--- Provided entries ---

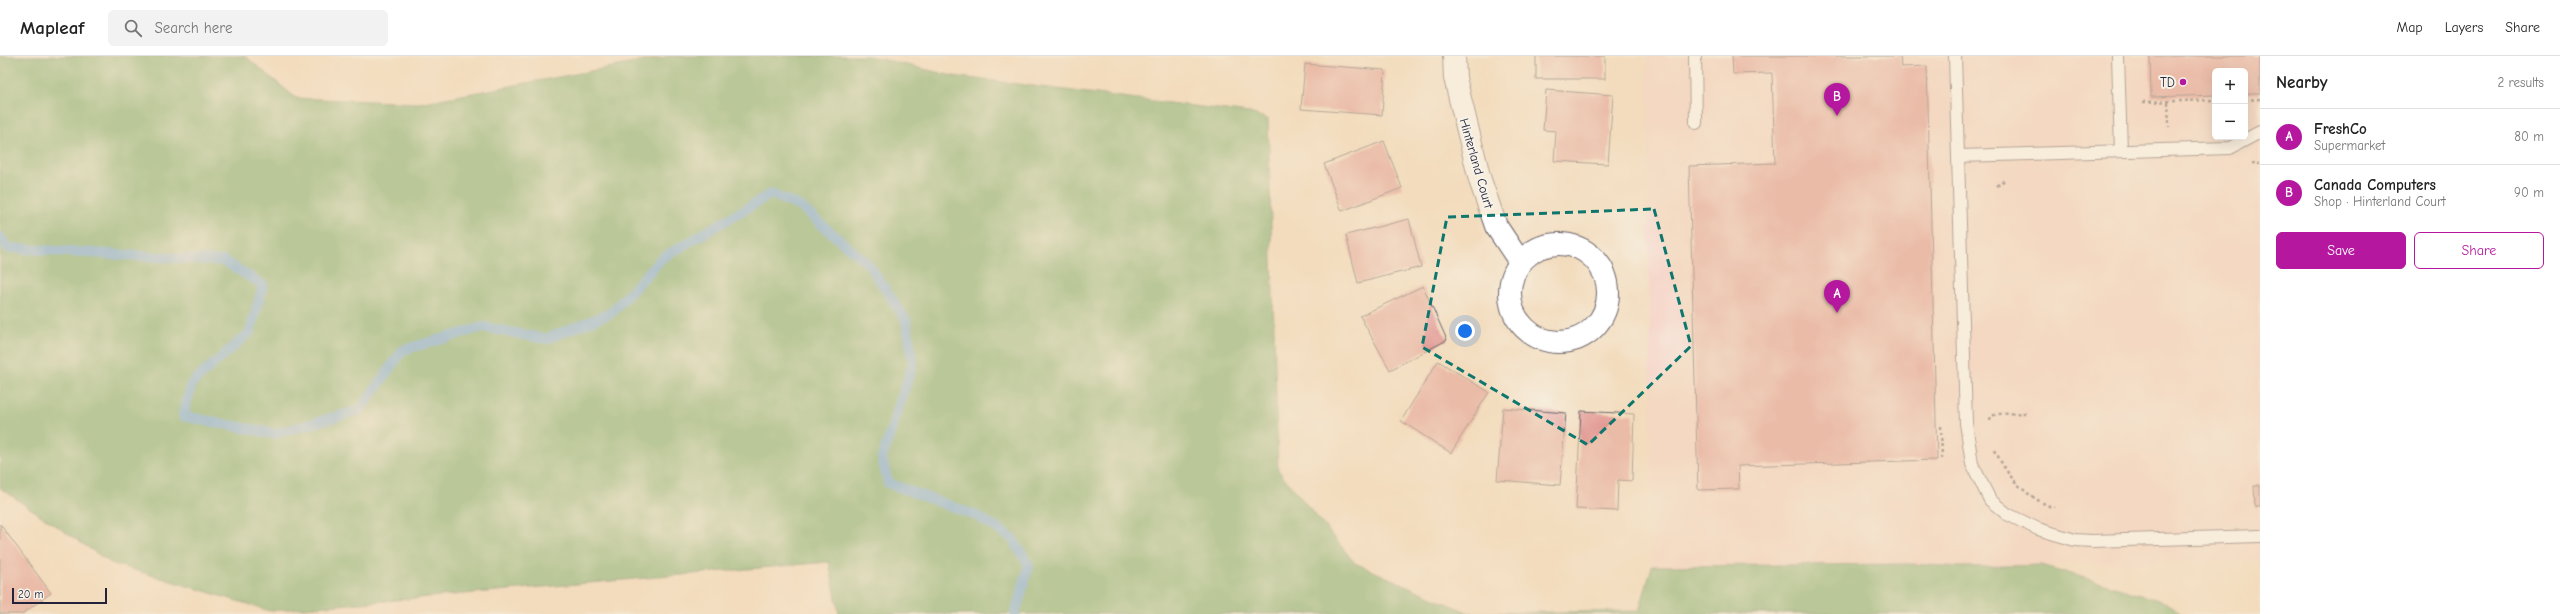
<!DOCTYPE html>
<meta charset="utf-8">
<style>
body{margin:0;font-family:"Comic Neue",sans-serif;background:#f2f2f2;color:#222}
.controls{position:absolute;right:12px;top:12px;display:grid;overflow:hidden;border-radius:6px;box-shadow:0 4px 16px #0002}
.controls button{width:36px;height:36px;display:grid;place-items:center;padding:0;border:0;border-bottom:1px solid #e0e0e0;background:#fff;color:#222;font:20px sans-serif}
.scale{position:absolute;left:12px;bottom:10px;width:95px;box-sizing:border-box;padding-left:4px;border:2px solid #22223b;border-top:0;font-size:11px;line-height:14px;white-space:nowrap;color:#22223b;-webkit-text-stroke:3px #f7f3e8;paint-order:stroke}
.you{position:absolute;left:1465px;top:275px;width:14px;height:14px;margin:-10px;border:3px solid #fff;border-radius:50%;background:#1a73e8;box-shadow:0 0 0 6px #1a73e833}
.badge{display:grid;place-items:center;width:26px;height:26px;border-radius:50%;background:#b5179e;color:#fff;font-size:13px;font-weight:700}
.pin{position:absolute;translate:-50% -33px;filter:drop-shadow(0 1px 2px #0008)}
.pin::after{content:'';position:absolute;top:21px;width:14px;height:12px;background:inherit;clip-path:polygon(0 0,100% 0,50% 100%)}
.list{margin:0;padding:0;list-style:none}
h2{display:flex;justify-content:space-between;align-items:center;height:52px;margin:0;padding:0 16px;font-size:17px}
h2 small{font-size:13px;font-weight:400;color:#767676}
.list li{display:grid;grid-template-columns:26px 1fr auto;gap:12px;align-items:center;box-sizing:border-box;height:56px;padding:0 16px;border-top:1px solid #e0e0e0}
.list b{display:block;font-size:15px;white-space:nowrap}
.list p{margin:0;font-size:13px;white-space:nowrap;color:#767676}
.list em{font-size:13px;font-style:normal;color:#767676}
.actions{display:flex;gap:8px;padding:12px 16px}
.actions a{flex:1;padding:9px 0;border:1px solid #b5179e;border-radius:6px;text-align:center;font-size:14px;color:#b5179e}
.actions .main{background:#b5179e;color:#fff}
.icon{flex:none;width:22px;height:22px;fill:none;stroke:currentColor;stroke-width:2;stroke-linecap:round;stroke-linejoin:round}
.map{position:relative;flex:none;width:2260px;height:558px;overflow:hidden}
header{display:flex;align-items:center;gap:24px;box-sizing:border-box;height:56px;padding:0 20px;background:#fff;border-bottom:1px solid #e0e0e0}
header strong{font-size:19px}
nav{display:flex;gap:22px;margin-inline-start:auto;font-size:14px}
.search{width:280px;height:36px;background:#f2f2f2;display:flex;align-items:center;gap:10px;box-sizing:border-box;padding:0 14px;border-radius:6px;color:#767676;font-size:15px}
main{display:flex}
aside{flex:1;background:#fff}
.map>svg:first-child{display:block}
.built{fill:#f6d2c5;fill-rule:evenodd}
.forest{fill:#76ad6a;stroke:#4c6852}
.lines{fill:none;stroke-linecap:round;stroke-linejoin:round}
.stream{stroke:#67a7da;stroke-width:10}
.building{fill:#e1958f}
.service-casing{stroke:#6b6368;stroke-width:14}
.minor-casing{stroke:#6b6368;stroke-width:24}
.path{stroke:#6b6368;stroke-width:2.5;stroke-dasharray:3 3;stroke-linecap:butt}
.service{stroke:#fff;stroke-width:12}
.minor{stroke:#fff;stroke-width:22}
.marked{fill:none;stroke:#0f766e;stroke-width:3;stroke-dasharray:8 5;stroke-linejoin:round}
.poi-dot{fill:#b5179e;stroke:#f7f3e8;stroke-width:1.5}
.labels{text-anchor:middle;stroke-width:4;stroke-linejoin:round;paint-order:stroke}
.poi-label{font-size:13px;fill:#22223b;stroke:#f7f3e8;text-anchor:end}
.street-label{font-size:13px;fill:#22223b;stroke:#f7f3e8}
</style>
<header>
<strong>Mapleaf</strong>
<div class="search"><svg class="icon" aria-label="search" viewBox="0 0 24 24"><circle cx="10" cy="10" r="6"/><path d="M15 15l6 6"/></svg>Search here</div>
<nav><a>Map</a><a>Layers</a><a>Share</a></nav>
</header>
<main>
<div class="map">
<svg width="2260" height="558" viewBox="0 0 2260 558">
<rect width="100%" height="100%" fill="#f7f3e8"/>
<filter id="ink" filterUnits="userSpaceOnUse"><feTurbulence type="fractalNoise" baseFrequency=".025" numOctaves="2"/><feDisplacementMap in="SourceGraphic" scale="8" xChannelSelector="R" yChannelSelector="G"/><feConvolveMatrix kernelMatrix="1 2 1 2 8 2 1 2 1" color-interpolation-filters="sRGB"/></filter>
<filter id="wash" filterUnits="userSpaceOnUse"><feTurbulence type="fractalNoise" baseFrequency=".012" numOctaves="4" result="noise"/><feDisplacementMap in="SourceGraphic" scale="16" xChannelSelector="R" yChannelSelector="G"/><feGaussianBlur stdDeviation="0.9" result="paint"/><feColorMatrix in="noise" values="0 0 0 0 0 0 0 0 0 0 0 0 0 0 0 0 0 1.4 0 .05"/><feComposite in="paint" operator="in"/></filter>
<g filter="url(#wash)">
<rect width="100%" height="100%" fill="#f3dcbd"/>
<path class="built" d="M1647,0H2260V504L1963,511L1909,508L1652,510ZM2215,15H2245V81H2215Z"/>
<path class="forest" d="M0,0H245L296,42L419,47L671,0H869L953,20L1250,57L1268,63L1278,414L1355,507L1469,557L1639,555L1652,510L1909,508L1963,511L2042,509L2171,548L2181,558H839L829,506L270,555L111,507L0,432Z"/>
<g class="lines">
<path class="stream" d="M0,181L8,192L224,205L263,229L250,276L192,327L183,360L275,378L360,354L403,294L483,271L546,283L611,257L662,202L771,138L801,151L869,209L906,264L913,307L882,402L888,427L977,460L1012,482L1029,509L1015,558"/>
</g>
<g id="blocks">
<g class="building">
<rect x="1536" y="0" width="69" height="23"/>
<path d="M1732,0H1900L1901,11L1927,10L1937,404L1738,410L1739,433L1698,434L1689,110L1775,107L1772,17L1733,18Z"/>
<path d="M2150,0H2260V38H2245V15H2215V39L2151,41Z"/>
<path d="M1305,8L1385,14L1382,59L1301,53Z"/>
<path d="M1546,34L1613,39L1608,108L1554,105L1556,75L1543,74Z"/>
<path d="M1384,85L1402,132L1342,155L1324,108Z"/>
<path d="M1409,163L1421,211L1358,227L1346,179Z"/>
<path d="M1423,230L1447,284L1390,314L1360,260Z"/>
<path d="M1438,305L1489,336L1451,397L1401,365Z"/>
<path d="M1503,352L1566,357L1560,429L1497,424Z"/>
<path d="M1581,355L1634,358L1632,425L1618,424L1617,455L1576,453Z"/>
<path d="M2254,429H2260V451H2255Z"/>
<path d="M0,468L51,537L22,558H0Z"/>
</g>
</g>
</g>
<g filter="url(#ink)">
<use href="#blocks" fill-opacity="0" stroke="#6b6368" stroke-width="1"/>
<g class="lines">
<g class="service-casing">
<g id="service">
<path d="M1695,0L1696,67"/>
<path d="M1955,0L1966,367L1972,408L1990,444L2007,458L2038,473L2075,484L2092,485L2260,480"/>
<path d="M2118,0L2121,95"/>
<path d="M1959,100L2230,92L2260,76"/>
</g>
</g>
<g class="minor-casing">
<g id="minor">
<path d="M1454,0L1455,22L1480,124L1496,170L1520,206"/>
<circle cx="1559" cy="237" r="49"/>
</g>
</g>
<g class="path">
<path d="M2245,44L2260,43"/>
<path d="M2143,46L2215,44"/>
<path d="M2168,46L2169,71"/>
<path d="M2252,107L2260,108"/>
<path d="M1997,130L2006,123"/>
<path d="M1990,364L1991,360L1998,358L2026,357"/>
<path d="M1941,370L1942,403"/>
<path d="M1995,394C2007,421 2026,441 2054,452"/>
</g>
<use href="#service" class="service"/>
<use href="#minor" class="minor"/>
</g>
</g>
<path d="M0 0H2260V558H0ZM1654,153L1691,290L1588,389L1422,291L1447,161Z" fill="#f3dcbd" fill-opacity=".55" fill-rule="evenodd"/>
<path class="marked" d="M1654,153L1691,290L1588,389L1422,291L1447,161Z"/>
<circle class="poi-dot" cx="2183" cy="26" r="4"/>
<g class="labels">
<g class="poi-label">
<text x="2175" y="31">TD</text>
</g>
<g class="street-label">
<text transform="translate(1477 107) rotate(74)" y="5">Hinterland Court</text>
</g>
</g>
</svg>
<div class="controls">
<button>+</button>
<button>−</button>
</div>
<div class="scale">20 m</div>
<div class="you"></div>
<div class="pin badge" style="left:1837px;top:257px">A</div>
<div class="pin badge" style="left:1837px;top:60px">B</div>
</div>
<aside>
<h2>Nearby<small>2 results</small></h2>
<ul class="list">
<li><span class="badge">A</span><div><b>FreshCo</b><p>Supermarket</p></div><em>80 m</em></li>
<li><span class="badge">B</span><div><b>Canada Computers</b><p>Shop · Hinterland Court</p></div><em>90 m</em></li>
</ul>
<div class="actions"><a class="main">Save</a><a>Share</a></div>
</aside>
</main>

---

**Task item:**
In the listing above, count the lines where the string "labels" occurs, then give that count and nothing else.

**Exercise response:**
2